Begin Fix Pack 11.4.02 information

Block clause

A block clause is a convenient short cut to express that certain values of the entities that are being compared are identical.

Each block clause uses the following syntax.
'block' ( entity_name 'on' <expr> )+

Syntax and semantics

The block clause of an entity resolution statement must specify exactly two blocking expressions, each of which is associated with a blocking entity. The entity name that is specified for each blocking expression must be that of a top-level input entity that is declared in the from list (nested entities are not allowed). The two blocking expressions cannot be associated with the same blocking entity.

If the from clause contains only a single top-level entity, then block clauses are not allowed.

The expression of a block clause cannot contain comparison predicates, nor can it contain a conjunction of predicates.

All field references that are used in the expression of a block clause must be defined with respect to the blocking entity name that is given (the entity name is automatically added as a prefix to all field references in the blocking expression). Thus, when you specify field names in a blocking expression, the entity name for each field must be omitted.

In the following example, the first blocking expression refers to url, but since the corresponding entity name in the block clause is s, that field internally becomes s.url. Similarly, the field short_name in the second block clause internally becomes e.short_name.
create link SocialEmps as
    select [ empid: e.id, upd_text: s.message ]
    from StatusUpdates s, Employees e
    block
      s on GetURLUserName(url),
      e on short_name
    match using
      match1:  GetURLSiteName(s.url) = "NAME_OF_SOCIAL_SITE",
      match2:  GetURLSiteName(s.url) = "NAME_OF_SOCIAL_FEED";

Usage notes

A block clause divides input views into value-based partitions and then joins the views on a partition-by partition basis, where two partitions are joined only if their corresponding partition values are equal. For entity resolution statements like the one above, the high-level integration language effectively turns the block clauses into an equality join condition, and then applies the join condition to every rule in the disjunctive match clause (if a match clause exists). So the above query example ends up being semantically equivalent to the following query.
create link SocialEmps as
      select [ empid: e.id, upd_text: s.message ]
      from StatusUpdates s, Employees e
      match using
        match1:  GetURLUserName(s.url) = e.short_name
                 and GetURLSiteName(s.url) = "NAME_OF_SOCIAL_SITE",
        match2:  GetURLUserName(s.url) = e.short_name
                 and GetURLSiteName(s.url) = "NAME_OF_SOCIAL_FEED";
Or more generally, when an entity resolution rule contains a block clause and a match clause, such as the following statement,
block <blockPred>
then the functionality is semantically defined as:
match using (<blockPred> AND <match1>) OR (<blockPred> AND <match2>) OR ...
Note: The use of OR in the example is purely for semantic demonstration. The high-level integration language does not support OR predicates explicitly.
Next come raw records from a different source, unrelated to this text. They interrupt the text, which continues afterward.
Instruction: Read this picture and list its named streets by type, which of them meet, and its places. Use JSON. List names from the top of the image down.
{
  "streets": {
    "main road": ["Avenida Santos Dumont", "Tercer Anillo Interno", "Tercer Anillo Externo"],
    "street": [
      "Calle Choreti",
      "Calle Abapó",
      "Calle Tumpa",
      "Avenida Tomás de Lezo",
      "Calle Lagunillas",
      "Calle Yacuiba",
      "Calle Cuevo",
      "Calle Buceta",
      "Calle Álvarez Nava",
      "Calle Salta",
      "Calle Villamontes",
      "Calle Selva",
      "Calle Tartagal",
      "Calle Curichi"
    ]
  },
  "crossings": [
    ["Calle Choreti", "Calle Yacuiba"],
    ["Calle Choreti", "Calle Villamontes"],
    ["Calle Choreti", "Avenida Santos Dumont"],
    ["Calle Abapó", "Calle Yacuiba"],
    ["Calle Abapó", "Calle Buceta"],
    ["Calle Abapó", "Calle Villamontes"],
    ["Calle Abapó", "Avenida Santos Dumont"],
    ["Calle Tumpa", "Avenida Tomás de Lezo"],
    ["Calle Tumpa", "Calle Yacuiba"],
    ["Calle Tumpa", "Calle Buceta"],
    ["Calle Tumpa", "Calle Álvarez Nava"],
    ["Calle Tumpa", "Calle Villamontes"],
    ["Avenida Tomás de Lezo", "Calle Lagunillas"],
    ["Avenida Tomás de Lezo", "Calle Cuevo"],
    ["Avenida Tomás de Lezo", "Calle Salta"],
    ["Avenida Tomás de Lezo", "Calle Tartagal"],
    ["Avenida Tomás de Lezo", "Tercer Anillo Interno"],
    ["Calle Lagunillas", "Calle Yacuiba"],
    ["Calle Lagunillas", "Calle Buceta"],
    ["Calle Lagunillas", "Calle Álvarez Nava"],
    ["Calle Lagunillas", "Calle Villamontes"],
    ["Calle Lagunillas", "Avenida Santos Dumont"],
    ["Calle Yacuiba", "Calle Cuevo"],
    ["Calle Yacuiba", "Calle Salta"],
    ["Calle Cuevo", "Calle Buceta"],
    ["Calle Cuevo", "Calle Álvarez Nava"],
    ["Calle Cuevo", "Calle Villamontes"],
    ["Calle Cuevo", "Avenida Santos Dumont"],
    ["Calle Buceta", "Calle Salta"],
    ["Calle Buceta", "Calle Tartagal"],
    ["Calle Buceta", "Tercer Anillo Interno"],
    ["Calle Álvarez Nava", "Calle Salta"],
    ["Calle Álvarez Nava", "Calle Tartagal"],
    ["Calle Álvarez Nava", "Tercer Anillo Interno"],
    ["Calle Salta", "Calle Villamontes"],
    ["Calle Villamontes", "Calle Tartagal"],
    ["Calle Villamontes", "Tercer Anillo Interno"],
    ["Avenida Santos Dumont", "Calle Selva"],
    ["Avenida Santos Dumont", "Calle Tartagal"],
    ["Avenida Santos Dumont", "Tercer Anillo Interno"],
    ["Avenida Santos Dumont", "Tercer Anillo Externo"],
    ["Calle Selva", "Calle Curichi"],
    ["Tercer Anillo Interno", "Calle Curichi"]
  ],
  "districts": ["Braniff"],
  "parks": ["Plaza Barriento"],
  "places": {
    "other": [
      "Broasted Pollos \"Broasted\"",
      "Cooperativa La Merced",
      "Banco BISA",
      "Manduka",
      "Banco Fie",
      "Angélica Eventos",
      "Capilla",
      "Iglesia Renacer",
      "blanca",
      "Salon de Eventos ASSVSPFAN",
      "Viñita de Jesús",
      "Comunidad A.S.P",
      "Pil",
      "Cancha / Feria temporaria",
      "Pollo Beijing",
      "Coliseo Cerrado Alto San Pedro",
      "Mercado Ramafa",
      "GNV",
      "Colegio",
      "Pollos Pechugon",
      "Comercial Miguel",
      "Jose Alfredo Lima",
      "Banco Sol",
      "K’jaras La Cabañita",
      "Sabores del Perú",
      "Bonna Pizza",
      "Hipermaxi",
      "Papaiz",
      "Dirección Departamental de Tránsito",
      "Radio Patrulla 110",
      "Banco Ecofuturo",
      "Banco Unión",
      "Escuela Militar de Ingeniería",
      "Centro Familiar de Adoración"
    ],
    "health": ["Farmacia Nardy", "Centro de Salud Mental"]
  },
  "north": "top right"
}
For some entity resolution flows, blocking is the first step that is done in order to partition the data. A different option for entity resolution is to directly use the match rules without a block clause.

If an entity resolution rule contains a block clause but no match clause, then the block clause is internally transformed into a single match condition that contains the blocking join predicate.



Last updated: 25 Jun 2015
End Fix Pack 11.4.02 information